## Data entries
....................
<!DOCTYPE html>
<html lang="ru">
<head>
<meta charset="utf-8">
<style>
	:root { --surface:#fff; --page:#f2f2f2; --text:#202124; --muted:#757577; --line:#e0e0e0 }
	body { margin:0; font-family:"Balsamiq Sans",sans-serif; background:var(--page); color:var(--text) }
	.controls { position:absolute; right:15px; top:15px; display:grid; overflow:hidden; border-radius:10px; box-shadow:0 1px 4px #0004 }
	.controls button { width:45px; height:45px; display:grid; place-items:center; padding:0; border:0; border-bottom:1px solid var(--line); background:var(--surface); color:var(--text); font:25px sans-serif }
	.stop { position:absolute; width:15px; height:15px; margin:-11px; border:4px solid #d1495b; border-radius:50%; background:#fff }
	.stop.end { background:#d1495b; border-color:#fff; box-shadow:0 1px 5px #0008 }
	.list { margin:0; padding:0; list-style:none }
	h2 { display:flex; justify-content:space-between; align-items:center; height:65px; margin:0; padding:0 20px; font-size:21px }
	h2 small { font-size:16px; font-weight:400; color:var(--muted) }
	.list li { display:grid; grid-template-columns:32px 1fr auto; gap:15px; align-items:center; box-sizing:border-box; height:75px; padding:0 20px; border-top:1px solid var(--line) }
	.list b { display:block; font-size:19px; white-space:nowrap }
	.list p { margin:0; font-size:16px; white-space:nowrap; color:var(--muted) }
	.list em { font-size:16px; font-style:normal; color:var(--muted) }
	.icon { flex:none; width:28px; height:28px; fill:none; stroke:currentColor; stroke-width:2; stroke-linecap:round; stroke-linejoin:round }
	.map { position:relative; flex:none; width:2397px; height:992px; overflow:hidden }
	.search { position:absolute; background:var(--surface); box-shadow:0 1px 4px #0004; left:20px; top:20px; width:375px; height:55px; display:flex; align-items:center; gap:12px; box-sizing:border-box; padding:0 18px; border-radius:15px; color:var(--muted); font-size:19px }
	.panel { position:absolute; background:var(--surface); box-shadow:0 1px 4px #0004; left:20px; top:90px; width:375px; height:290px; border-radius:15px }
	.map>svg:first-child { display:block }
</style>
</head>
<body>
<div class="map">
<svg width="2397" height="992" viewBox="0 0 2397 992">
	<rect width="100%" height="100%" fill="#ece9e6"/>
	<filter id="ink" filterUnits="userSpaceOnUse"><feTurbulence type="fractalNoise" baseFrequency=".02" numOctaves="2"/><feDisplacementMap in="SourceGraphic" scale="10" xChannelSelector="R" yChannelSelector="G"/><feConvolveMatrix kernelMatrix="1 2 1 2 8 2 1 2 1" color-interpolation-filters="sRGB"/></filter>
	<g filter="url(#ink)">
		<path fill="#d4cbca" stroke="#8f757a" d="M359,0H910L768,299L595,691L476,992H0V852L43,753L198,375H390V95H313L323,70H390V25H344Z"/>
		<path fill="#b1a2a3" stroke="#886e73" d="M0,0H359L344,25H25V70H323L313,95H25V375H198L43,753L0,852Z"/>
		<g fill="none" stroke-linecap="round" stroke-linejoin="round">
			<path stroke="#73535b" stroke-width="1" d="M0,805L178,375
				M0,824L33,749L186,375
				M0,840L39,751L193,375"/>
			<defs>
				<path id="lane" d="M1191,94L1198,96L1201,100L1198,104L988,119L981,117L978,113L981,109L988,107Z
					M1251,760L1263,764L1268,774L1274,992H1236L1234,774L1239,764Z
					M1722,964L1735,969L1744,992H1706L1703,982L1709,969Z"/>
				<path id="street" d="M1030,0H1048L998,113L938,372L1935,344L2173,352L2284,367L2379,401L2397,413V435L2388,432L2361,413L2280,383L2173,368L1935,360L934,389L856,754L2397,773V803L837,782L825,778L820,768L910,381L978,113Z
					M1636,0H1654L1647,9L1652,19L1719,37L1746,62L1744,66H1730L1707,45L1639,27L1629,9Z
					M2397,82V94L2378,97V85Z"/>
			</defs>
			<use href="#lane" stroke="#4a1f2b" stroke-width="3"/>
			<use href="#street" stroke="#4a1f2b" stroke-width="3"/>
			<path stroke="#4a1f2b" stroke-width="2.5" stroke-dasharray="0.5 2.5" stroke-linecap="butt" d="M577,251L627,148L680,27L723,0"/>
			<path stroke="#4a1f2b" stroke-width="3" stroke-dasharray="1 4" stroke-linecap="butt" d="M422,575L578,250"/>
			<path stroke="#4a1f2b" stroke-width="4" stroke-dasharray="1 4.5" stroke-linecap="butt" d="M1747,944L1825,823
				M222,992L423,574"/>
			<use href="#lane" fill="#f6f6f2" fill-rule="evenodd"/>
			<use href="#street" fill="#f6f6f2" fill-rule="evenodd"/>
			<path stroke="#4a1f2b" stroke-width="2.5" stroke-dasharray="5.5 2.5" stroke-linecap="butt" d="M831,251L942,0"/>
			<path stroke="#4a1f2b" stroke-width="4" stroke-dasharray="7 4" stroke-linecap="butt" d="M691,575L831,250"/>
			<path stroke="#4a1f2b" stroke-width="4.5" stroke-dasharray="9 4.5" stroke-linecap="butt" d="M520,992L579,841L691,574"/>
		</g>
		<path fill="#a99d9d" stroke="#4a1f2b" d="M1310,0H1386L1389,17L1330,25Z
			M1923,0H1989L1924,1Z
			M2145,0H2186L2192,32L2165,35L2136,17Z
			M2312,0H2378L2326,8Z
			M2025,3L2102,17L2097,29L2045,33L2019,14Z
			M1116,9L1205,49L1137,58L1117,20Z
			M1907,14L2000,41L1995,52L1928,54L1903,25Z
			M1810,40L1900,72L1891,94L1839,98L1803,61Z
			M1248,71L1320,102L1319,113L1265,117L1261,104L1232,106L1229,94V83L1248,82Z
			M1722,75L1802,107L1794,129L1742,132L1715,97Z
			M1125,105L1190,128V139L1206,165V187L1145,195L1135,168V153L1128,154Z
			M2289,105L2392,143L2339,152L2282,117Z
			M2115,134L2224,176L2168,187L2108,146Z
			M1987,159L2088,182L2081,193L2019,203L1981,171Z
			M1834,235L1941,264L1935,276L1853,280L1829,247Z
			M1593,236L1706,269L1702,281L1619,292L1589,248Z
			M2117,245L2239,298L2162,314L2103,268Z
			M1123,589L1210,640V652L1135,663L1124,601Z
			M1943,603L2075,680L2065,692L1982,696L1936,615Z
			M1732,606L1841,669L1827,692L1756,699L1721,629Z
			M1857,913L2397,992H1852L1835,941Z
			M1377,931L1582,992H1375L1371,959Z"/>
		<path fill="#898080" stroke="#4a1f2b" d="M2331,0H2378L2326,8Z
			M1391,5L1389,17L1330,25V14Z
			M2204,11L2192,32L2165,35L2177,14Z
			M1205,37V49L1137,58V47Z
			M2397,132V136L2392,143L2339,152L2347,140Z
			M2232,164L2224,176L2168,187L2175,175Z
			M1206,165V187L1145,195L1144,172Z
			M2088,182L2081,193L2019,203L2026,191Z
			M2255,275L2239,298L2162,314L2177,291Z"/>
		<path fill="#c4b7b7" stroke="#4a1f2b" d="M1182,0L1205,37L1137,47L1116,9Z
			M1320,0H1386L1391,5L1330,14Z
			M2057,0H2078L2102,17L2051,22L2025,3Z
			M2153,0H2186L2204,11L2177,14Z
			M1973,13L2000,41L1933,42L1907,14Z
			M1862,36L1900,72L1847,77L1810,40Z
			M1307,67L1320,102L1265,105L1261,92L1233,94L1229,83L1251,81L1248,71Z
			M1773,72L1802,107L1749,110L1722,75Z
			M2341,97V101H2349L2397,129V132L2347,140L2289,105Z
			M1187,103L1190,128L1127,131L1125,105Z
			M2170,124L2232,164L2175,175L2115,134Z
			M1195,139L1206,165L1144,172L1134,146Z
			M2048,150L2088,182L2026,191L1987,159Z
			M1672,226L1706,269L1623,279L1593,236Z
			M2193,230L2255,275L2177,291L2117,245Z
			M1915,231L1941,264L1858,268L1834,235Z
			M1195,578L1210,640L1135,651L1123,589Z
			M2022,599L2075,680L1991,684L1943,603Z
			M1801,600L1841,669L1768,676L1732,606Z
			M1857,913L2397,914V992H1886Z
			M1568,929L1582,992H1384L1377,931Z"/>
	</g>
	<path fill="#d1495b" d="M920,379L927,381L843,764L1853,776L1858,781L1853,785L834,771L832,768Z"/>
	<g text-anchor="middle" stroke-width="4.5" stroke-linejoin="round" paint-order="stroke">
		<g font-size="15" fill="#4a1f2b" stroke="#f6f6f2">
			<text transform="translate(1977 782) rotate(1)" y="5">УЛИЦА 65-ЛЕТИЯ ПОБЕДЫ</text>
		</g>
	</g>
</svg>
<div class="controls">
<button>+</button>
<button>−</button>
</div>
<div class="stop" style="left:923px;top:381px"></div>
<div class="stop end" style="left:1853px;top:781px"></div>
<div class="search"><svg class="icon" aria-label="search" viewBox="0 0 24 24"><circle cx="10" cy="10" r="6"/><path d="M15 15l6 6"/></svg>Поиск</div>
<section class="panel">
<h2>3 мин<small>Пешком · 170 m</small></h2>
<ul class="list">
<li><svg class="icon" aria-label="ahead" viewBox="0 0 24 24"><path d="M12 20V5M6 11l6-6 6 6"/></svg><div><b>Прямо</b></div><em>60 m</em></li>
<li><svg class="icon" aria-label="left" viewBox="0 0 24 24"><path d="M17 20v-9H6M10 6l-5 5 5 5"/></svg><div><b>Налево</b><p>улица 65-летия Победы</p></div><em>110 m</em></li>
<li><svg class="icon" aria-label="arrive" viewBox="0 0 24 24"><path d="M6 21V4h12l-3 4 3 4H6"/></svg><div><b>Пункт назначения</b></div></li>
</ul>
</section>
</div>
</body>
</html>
....................
## What you should do
Reprint exactly the lines above that start at the one with "margin:0; padding:0; list-style:none" and end at the one with "font-size:16px; font-weight:400; color:var(--muted)", keeping both and adding none.

## Response
	.list { margin:0; padding:0; list-style:none }
	h2 { display:flex; justify-content:space-between; align-items:center; height:65px; margin:0; padding:0 20px; font-size:21px }
	h2 small { font-size:16px; font-weight:400; color:var(--muted) }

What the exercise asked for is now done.